Putting Indian insurers and reinsurers in a major dilemma, New Delhi today declined to spell out its stance on a possible funding of a project linked to Beijing's ambitious USD 4 trillion One Belt One Road (OBOR) initiative by the Asian Infrastructure Investment Bank (AIIB).

"These things (loan proposals) are discussed at the board level and the final decision is taken keeping all interests and viewpoints in mind. We don't make our stand outside the boardroom," said interim Finance Minister Piyush Goyal who was in Mumbai on Sunday to attend the third Annual Meeting of the Asian Infrastructure Investment Bank (AIIB).  


The minister was replying to a specific question on the government stance if a proposal for funding to a project linked to the OBOR initiative comes up before the AIIB.


“Though projects related to the OBOR provides a huge ibusiness opportunity for us, we don't konw as yet, whether we can participate in these projects, as Indian government is not participating in the plans to develop mega infrastructure projects around the globe. We would wait a till further clarity emerges to take any decision ,'' said a state owned GIC Re official.


Though Indian insurers and reinsurers will not participate directly in insuring the projects, sometimes, they have to participate in the retrcession programme– insuring a reinsurer- of global insurers and reinsurers who would provide coverage to the OBOR projects.    
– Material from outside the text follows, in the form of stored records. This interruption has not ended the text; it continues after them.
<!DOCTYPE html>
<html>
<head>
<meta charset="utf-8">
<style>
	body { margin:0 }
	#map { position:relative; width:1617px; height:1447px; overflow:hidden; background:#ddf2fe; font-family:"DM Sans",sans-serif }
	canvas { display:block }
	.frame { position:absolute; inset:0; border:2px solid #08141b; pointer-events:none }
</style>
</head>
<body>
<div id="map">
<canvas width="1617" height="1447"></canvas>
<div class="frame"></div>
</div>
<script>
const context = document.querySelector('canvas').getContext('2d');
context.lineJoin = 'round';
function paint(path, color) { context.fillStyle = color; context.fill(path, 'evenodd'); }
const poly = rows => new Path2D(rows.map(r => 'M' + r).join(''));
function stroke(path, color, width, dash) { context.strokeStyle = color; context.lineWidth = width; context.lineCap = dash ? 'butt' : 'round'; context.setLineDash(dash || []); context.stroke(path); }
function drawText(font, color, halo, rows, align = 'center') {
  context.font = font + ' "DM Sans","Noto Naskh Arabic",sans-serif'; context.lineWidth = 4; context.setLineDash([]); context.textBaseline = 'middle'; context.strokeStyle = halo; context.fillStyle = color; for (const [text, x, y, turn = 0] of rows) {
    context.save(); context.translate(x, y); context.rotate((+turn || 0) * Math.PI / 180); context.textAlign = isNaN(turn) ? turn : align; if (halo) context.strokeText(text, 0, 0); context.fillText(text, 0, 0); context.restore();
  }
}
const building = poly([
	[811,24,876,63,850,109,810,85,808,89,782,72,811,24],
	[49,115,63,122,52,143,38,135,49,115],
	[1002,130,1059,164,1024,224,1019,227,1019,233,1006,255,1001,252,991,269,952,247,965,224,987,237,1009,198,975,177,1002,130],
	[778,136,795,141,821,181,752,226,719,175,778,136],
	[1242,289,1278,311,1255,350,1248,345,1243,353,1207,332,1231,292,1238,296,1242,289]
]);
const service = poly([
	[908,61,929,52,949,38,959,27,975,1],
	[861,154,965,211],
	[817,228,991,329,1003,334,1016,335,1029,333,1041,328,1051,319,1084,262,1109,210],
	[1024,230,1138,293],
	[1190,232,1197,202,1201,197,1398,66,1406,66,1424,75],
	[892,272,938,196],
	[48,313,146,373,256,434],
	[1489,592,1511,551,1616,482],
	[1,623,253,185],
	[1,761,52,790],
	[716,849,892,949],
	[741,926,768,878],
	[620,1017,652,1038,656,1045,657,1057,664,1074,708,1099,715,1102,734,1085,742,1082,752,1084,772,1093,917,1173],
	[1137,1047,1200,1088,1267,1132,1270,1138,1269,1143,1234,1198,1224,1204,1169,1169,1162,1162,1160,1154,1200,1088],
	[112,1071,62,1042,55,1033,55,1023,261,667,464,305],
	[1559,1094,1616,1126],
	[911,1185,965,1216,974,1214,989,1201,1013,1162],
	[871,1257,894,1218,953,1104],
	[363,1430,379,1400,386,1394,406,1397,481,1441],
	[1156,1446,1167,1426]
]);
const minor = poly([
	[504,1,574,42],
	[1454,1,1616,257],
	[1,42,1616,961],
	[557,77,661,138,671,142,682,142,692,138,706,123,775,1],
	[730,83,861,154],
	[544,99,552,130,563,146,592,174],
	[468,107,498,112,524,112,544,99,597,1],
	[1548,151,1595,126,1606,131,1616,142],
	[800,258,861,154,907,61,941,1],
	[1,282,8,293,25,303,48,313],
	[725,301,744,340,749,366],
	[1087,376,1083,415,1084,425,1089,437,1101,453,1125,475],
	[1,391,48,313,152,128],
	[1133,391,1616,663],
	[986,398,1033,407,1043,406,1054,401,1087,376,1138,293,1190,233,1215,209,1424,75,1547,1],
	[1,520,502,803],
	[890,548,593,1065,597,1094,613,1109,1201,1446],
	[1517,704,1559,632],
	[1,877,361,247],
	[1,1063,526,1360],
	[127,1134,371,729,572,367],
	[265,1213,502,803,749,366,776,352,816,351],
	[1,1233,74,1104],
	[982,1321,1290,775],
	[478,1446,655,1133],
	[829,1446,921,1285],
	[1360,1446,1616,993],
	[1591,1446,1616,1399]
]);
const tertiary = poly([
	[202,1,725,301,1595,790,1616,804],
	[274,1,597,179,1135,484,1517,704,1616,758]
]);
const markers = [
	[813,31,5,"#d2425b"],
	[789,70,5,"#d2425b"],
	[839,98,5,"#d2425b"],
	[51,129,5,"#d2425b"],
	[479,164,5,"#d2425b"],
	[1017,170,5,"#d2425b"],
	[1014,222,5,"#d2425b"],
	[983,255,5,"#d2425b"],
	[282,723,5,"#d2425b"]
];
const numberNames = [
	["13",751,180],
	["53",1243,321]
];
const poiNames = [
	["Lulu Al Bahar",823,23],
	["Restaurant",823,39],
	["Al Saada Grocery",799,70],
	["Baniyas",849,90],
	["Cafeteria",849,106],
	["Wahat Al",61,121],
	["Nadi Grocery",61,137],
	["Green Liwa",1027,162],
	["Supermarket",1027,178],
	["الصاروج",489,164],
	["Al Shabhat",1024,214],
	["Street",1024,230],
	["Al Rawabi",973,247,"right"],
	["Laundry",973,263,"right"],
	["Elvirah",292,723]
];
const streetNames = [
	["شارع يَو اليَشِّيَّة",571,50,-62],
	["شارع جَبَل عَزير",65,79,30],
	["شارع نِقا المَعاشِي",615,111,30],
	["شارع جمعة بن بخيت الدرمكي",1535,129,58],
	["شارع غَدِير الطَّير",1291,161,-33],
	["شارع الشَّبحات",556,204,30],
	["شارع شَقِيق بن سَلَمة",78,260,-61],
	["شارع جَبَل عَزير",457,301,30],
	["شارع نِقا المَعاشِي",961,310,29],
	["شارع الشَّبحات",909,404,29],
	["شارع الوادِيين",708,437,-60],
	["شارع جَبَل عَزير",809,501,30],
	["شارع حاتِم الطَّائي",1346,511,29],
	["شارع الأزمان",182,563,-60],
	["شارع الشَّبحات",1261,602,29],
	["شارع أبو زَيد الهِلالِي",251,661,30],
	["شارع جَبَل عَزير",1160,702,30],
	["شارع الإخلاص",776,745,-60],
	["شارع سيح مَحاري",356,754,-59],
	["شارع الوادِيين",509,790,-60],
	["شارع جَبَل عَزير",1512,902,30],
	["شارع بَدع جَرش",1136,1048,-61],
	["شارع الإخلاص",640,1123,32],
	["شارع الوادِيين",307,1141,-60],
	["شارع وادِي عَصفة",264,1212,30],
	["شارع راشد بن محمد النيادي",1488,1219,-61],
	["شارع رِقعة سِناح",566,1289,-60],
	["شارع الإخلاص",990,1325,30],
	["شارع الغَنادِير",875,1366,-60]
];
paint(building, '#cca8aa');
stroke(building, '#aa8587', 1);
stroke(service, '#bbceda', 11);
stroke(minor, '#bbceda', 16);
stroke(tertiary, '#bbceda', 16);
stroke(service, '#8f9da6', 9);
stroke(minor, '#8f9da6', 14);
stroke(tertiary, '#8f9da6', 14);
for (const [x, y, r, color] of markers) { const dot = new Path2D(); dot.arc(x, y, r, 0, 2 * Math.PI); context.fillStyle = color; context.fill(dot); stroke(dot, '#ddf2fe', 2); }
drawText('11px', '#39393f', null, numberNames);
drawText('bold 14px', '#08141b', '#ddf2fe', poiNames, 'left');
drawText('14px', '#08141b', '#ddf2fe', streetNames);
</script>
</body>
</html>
So far, no project lending proposal linked to the OBOR has come up for funding before the AIIB, where China is the biggest owner with 31 per cent stake, economic affairs secretary SC Garg added.


India, the second largest shareholder of AIIB with an 8 per cent stake, has been opposed to the OBOR, which is building transcontinental roads, railways and ports.
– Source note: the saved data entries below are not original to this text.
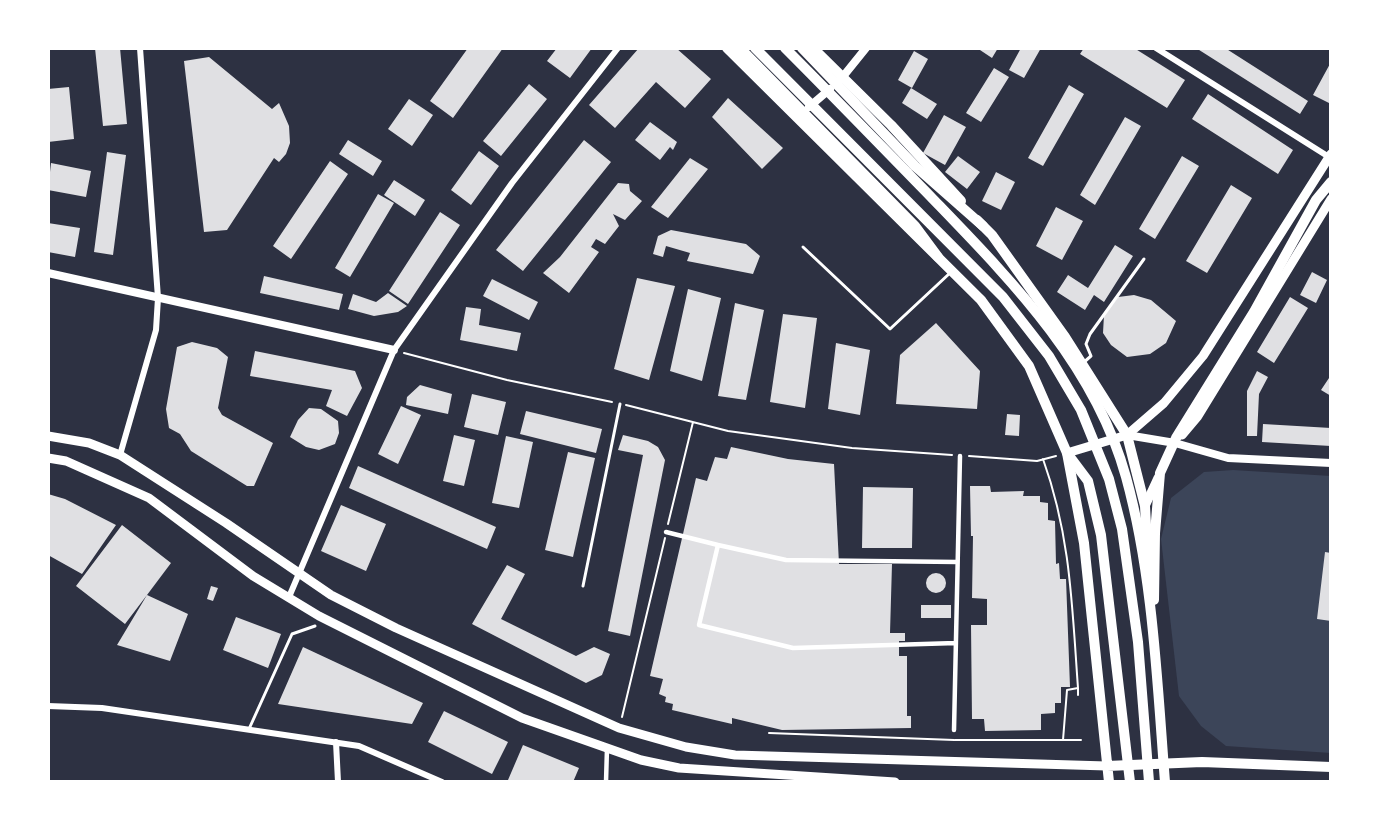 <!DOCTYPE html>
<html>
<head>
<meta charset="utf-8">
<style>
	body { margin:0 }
	#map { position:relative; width:1379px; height:830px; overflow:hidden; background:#2d3142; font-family:Lora,serif }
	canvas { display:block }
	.frame { position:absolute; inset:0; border:50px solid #fff; pointer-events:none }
</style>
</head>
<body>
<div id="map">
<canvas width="1379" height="830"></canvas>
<div class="frame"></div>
</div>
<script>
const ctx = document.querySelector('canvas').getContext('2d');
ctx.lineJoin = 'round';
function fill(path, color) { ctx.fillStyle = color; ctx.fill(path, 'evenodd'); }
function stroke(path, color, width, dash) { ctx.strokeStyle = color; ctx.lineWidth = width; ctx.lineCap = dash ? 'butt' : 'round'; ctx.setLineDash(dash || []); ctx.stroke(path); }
const green = new Path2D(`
	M1233,470L1331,476V753L1226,746L1201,726L1179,696L1161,539L1171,498L1204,472Z`);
const building = new Path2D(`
	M95,48H120L127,124L103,126Z
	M468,48H503L453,118L430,101Z
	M557,48H592L570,78L547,61Z
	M639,48H676L711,79L685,108L656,82L615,128L589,105Z
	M977,48H998L992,58Z
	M1021,48H1041L1024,78L1009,70Z
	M1084,48H1134L1185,80L1167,108L1080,54Z
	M1196,48H1225L1308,101L1300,114Z
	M914,51L928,59L912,88L898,80Z
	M209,57L272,109L279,103L289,126L290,143L286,154L279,162L274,158L227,230L204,232L184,61Z
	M1331,62V104L1313,95Z
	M994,68L1009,77L981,122L966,113Z
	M529,84L547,99L501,156L483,141Z
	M1069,85L1084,94L1043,166L1028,158Z
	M69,87L74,139L48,142V89Z
	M911,88L937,104L927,119L902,103Z
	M1208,94L1293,150L1278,174L1192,119Z
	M728,98L783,148L762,169L712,117Z
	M409,99L433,115L412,146L388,129Z
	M944,115L966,127L945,165L923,153Z
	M1125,117L1141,126L1095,205L1080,195Z
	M650,122L677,142L673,150L670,147L660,160L635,140Z
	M348,140L382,161L373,176L339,154Z
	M584,140L611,162L523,271L496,250Z
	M479,151L499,166L471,205L451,190Z
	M107,152L126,155L113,255L94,252Z
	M958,156L980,172L967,189L945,172Z
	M1182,156L1199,166L1155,239L1139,229Z
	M690,158L708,169L668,218L651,207Z
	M330,161L348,174L291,259L273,246Z
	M51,163L91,171L86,197L48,190Z
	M996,172L1015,182L1001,210L982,201Z
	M394,180L425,200L415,216L384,195Z
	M618,183L629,184L630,191L642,201L625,220L613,214L619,226L605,244L596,239L591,247L599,252L569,293L543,273L560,257Z
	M1231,185L1252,198L1207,273L1186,261Z
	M378,194L394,203L350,277L335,268Z
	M1056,207L1083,221L1062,260L1036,246Z
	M440,212L460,225L408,304L389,291Z
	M48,223L80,228L75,257L48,252Z
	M671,230L746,244L760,256L753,274L687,261L690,253L666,246L663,257L653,254L658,236Z
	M1115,245L1133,256L1104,302L1094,295L1085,310L1057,292L1068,275L1088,288Z
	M1312,272L1327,280L1316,303L1300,295Z
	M264,276L343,294L339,310L260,293Z
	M637,278L675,286L649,380L614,369Z
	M492,279L538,302L529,320L483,296Z
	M688,289L721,298L702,381L670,371Z
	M388,293L407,306L398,312L374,316L348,309L353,294L376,302Z
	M1134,295L1151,300L1176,321L1166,343L1150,354L1127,357L1111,345L1103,333L1104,315L1118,297Z
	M1290,297L1308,308L1274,363L1257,352Z
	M735,303L764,310L746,400L718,396Z
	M466,307L481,309L479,325L521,333L517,351L460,340Z
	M783,314L817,318L805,408L770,402Z
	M936,323L980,371L977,409L896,404L900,355Z
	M192,342L217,348L228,357L218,408L222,415L273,443L254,486H247L191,451L180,434L169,428L166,409L177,347Z
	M836,343L870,350L860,415L828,409Z
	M255,351L355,371L362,388L347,416L326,406L332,390L250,376Z
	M1257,371L1268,377L1259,394L1257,436H1247V391Z
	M1331,375V396L1321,390Z
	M420,385L452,394L448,414L406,405L407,397Z
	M472,394L506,402L498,435L464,427Z
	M401,406L421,415L398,464L378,454Z
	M309,408L321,409L338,421L339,433L335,444L319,450L306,447L290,437L298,420Z
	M526,411L602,429L596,453L520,434Z
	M1007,414L1020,415L1019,436L1005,435Z
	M1263,424L1331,428V446L1262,442Z
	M454,435L475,440L464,486L443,481Z
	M623,435L648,441L658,447L665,460L630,636L608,631L643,455L618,450Z
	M506,436L533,442L519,508L492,503Z
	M731,447L788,459L834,464L839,564H892L890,633H905V641H899V656H907V716H911V728L782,730L732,718V724L672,710L673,704L665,702L666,697L659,694L663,679L650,676L696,478L707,481L715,457L727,459Z
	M568,452L595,458L573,557L545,550Z
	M358,466L496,527L487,549L349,488Z
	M970,486H990L991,492L1024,491L1023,496H1040V502L1048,503V520L1055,521L1056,564L1059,563L1060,579H1066L1070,687H1061V703H1055V713L1041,714V730L985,731L984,719H972L971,625H987V599L972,598L973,536H971Z
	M863,487L913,488L912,548H862Z
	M48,494L65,499L116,525L82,574L48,555Z
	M341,505L386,524L366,571L321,551Z
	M122,525L171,563L147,595L188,614L170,661L117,645L147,595L125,624L76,586Z
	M1325,552L1331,553V621L1317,619Z
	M507,565L525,574L501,619L576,656L594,647L610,654L602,675L586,683L472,624Z
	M926 583a10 10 0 1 1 20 0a10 10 0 1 1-20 0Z
	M211,586L218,588L213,601L207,599Z
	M921,605H951V618H921Z
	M236,617L281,634L268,668L223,650Z
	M303,647L423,703L412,724L278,704Z
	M444,711L508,742L492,774L428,742Z
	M523,745L579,768L573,782L508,780Z`);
const path = new Path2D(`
	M404,353L507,380L612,402
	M626,405L728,431L852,448L952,455
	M969,456L1037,461L1056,456
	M1043,459C1071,537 1072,607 1078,688
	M668,524L693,422
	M622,717L665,538
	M769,733L954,740
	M955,740H1081
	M1063,740L1067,690L1078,688V695`);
const service = new Path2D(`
	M803,247L890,329L950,273
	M1083,363L1091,356L1086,344L1090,334L1144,259
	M583,586L620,404
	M249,729L292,634L315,626`);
const pedestrian = new Path2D(`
	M666,532L718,545
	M956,643L793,648L699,625L718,545L786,560L957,562
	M954,730L960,456
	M606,782L607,748`);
const minor = new Path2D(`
	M1156,48L1329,157
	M120,455L156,330L158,298L140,48
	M289,597L394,350L512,183L618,48
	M48,706L102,708L359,746L442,782
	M336,742L338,782`);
const tertiary = new Path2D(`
	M841,79L866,48
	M809,107L830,89
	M48,273L394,350
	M1127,435L1175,443L1228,458L1331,463`);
const secondary = new Path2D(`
	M1182,435L1198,416L1331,199
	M48,436L89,443L120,455L226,523L331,595L396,628L619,728L686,747L735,755L1107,766
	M1067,453L1127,435L1164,403L1203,356L1331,154
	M48,458L66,461L149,498L253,576L319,616L522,718L641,760L679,768L895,782
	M1145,506L1158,478`);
const primary = new Path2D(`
	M727,48L981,300L1029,366L1067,453L1084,543L1109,782
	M813,48L891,125L961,201
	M977,220L992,235L1065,337L1127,435L1145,506L1148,562
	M1107,766L1202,762L1331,767`);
const trunk = new Path2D(`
	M740,48L915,226L938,257
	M755,48L1003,297L1049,356L1081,410L1109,479L1122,529L1138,642L1149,782
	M785,48C834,97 882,147 931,197C1010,279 1095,364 1126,477C1153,575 1157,680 1165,782
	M802,48L915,166L983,226
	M1067,453L1088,481L1101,535L1130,782
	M1154,600L1155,533L1160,473L1176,438L1254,312L1316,200L1331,182`);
fill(green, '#3c4559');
fill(building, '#e0e0e3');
stroke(path, '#fff', 2);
stroke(service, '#fff', 3);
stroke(pedestrian, '#fff', 4.5);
stroke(minor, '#fff', 6);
stroke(tertiary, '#fff', 8);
stroke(secondary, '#fff', 9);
stroke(primary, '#fff', 10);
stroke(trunk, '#fff', 10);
</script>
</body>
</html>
Government is specifically concerned about the USD 57 billion China-Pakistan Economic Corridor (CPEC) that passes through the Pakistan-Occupied-Kashmir and is fully funded by Beijing under the OBOR.


Reminding that the AIIB has 86 member-countries, Garg said no one should feel that the bank "belongs to a particular country" and pointed out that there have not been any OBOR- linked projects that have come up for lending at the multilateral body.


"In a way, it might be as Chinese as the World Bank is American. We've not seen any OBOR project specifically funded by AIIB," Garg said, but adding quickly that New Delhi has an issue with the OBOR.


"The AIIB is a multilateral development bank. It is as much an Indian bank as it is a Chinese or British bank," AIIB vice-president and corporate secretary Danny Alexander told reporters.


He further said no project will be financed unless it meets the laid-down principles, which are created by all AIIB member-countries and the approval of the board is necessary for any funding.


When asked specifically if the AIIB is sympathetic to Indian concerns over the CPEC, he said, "our bank is apolitical. We don't comment on the internal affairs of any member-country, be it India or anybody else. What drives our investments is projects, and not politics." 


One Belt, One Road (OBOR) is a USD 4 trillion Chinese initiative aimed at developing integrated trade corridors across Asia, Europe, Africa and the Middle East. The initiative will see China expand domestic and overseas investment in transport, as well as the associated energy, power and industrial infrastructure required to strengthen trade links.